Tyler Perry s’aventure sur le terrain du film de guerre avec Messagères de la Guerre (2024), une œuvre qui relate l’histoire méconnue et pourtant captivante du 6888th Central Postal Directory Battalion, le premier bataillon exclusivement composé de femmes noires à servir l’armée américaine pendant la Seconde Guerre mondiale. Si le sujet aurait pu permettre une plongée nuancée dans une période charnière de l’histoire, mêlant contexte historique et lutte pour la reconnaissance, Perry, fidèle à son style, choisit une approche didactique et surchargée qui, malheureusement, tue le film de toute subtilité. Cette démarche s’inscrit dans une tradition hollywoodienne où le discours prime souvent sur la finesse artistique, ce qui ne manquera pas de susciter des débats passionnés sur la question de la représentation dans le cinéma contemporain.

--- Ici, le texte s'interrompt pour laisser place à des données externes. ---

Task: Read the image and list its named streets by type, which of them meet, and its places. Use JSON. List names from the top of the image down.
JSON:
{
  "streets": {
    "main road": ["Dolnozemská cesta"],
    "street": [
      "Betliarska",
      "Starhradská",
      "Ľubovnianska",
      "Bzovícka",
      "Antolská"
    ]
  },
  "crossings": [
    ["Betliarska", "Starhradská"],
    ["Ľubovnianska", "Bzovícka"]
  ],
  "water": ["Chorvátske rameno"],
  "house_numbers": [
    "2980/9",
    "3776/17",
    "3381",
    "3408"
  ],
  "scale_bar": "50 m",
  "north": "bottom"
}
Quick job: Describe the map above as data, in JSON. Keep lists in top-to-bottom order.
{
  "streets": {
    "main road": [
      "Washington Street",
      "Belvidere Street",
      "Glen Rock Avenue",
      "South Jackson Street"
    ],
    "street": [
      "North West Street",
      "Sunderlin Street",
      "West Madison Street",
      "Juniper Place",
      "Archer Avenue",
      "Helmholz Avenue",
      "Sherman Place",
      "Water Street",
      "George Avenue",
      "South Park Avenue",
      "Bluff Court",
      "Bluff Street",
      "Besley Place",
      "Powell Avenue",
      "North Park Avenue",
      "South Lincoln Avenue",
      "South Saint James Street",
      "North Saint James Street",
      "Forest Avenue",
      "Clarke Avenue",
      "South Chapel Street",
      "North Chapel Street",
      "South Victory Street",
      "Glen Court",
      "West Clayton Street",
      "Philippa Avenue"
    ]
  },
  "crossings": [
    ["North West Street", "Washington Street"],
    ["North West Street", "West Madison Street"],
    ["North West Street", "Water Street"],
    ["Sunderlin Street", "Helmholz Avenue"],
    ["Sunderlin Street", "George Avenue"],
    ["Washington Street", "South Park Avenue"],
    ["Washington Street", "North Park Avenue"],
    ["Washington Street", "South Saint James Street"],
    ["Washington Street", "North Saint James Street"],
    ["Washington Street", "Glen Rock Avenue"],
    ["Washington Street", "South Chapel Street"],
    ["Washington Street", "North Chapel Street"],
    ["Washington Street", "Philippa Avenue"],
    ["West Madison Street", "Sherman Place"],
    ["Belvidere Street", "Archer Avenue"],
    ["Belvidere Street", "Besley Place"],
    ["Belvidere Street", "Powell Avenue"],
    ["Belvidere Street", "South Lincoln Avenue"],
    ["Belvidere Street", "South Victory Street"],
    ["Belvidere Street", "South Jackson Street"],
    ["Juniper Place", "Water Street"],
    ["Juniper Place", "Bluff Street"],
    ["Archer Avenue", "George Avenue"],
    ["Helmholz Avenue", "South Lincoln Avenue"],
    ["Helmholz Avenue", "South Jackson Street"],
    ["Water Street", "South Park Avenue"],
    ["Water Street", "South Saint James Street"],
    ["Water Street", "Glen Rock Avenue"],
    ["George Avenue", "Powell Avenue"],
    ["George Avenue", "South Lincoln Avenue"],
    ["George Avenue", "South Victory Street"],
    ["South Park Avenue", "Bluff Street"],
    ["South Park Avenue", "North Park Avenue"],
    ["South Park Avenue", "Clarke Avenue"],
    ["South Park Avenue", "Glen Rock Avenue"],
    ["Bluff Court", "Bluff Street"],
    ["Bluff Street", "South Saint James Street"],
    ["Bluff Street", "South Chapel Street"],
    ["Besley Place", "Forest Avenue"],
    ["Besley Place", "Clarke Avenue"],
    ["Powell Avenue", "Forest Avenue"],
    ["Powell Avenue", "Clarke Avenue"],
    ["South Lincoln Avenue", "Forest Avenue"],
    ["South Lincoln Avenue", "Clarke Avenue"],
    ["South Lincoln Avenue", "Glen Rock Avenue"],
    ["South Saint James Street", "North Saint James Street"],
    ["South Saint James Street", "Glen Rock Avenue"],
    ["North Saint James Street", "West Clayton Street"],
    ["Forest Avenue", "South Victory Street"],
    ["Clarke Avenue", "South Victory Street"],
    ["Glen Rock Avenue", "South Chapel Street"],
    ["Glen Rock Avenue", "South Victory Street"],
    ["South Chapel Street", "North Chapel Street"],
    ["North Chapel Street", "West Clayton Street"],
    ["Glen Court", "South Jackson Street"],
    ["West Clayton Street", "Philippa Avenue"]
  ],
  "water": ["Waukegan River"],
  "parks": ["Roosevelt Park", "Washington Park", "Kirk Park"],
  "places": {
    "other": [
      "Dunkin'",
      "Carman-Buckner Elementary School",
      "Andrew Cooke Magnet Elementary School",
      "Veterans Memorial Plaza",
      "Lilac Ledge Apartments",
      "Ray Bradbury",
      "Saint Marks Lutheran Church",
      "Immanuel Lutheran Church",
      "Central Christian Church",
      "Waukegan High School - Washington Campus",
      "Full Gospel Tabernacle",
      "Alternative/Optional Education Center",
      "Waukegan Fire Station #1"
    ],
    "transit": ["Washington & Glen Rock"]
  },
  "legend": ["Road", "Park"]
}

Sur le plan visuel, le travail du directeur de la photographie, Tobias A. Schliessler (connu pour son travail sur Fences de Denzel Washington), est indéniablement une des grandes réussites du film. Les scènes se déroulant dans des entrepôts postaux encombrés, éclairés par des lumières tamisées, captent à la fois l’atmosphère oppressante du travail de ces femmes et l’humanité qui se dégage de leur solidarité. Cependant, cette réussite technique est trop souvent compromise par une mise en scène appuyée, où les ralentis émotionnels et les cadrages illustratifs alourdissent l’impact dramatique. Là où un cinéaste comme Ava DuVernay (avec Selma) aurait su mêler le personnel et le politique avec grâce, Perry tombe dans un excès de pathos à gerber qui finit par éclipser les véritables enjeux du récit.


Le jeu des actrices constitue un autre point de bascule. Bien que la distribution soit portée par des talents prometteurs tels que Taraji P. Henson et Aunjanue Ellis, leur performance est plombée par un script aux dialogues souvent artificiels et démonstratifs. On aurait pu espérer une exploration plus nuancée des dilemmes personnels et des discriminations systémiques auxquelles ces femmes faisaient face. Hélas, les arcs narratifs sont prévisibles, et l’ensemble manque de souffle. En somme, Messagères de la Guerre se situe dans une zone intermédiaire : un film avec des intentions nobles et quelques éclats visuels, mais qui reste à mi-chemin entre l’hommage sincère et la propagande woke maladroite. Pour ceux qui recherchent une œuvre véritablement poignante sur des figures marginalisées dans un contexte historique, on recommandera plutôt des films tels que Mudbound (2017) de Dee Rees, où l’émotion et l’Histoire s’entrelacent avec beaucoup plus de délicatesse, d’authenticité, et de... talents.